> _ENTRIES SUPPLIED_:
********************

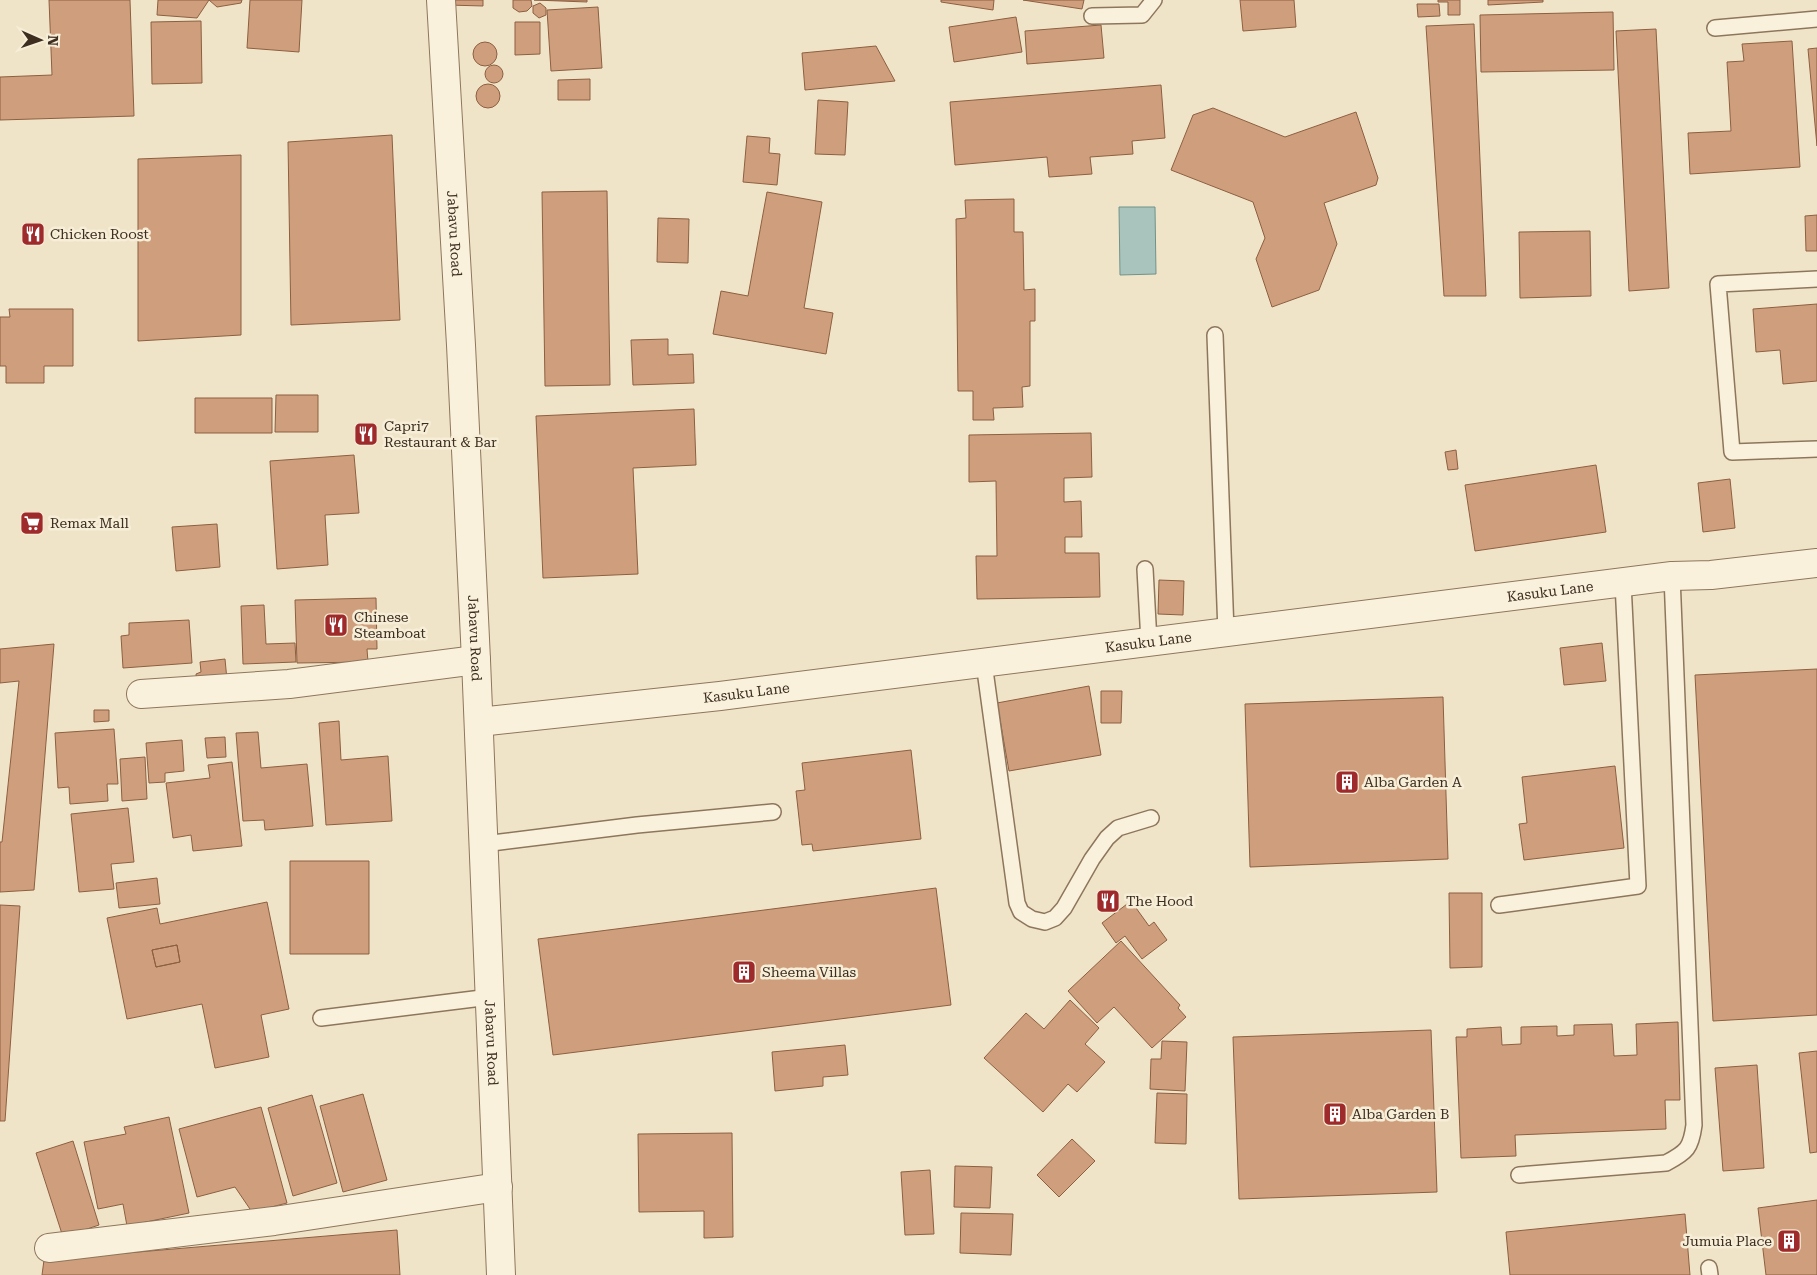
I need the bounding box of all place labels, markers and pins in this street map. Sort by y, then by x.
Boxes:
restaurant icon: Chicken Roost [20,221,46,247]
place label: Chicken Roost [50,226,149,242]
place label: Capri7 Restaurant & Bar [384,418,497,450]
restaurant icon: Capri7 Restaurant & Bar [353,421,379,447]
supermarket icon: Remax Mall [19,510,45,536]
place label: Remax Mall [50,515,129,531]
place label: Chinese Steamboat [354,609,426,641]
restaurant icon: Chinese Steamboat [323,612,349,638]
building icon: Alba Garden A [1334,769,1360,795]
place label: Alba Garden A [1364,774,1462,790]
restaurant icon: The Hood [1095,888,1121,914]
place label: The Hood [1126,893,1193,909]
building icon: Sheema Villas [731,959,757,985]
place label: Sheema Villas [762,964,857,980]
building icon: Alba Garden B [1322,1101,1348,1127]
place label: Alba Garden B [1352,1106,1449,1122]
building icon: Jumuia Place [1776,1228,1802,1254]
place label: Jumuia Place [1682,1233,1772,1249]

********************

> _DIRECTIONS_: If a line contains the word "Chicken", it counts; please state how many such lines the records above have, and nothing more.

> _WRITTEN RESPONSE_: 2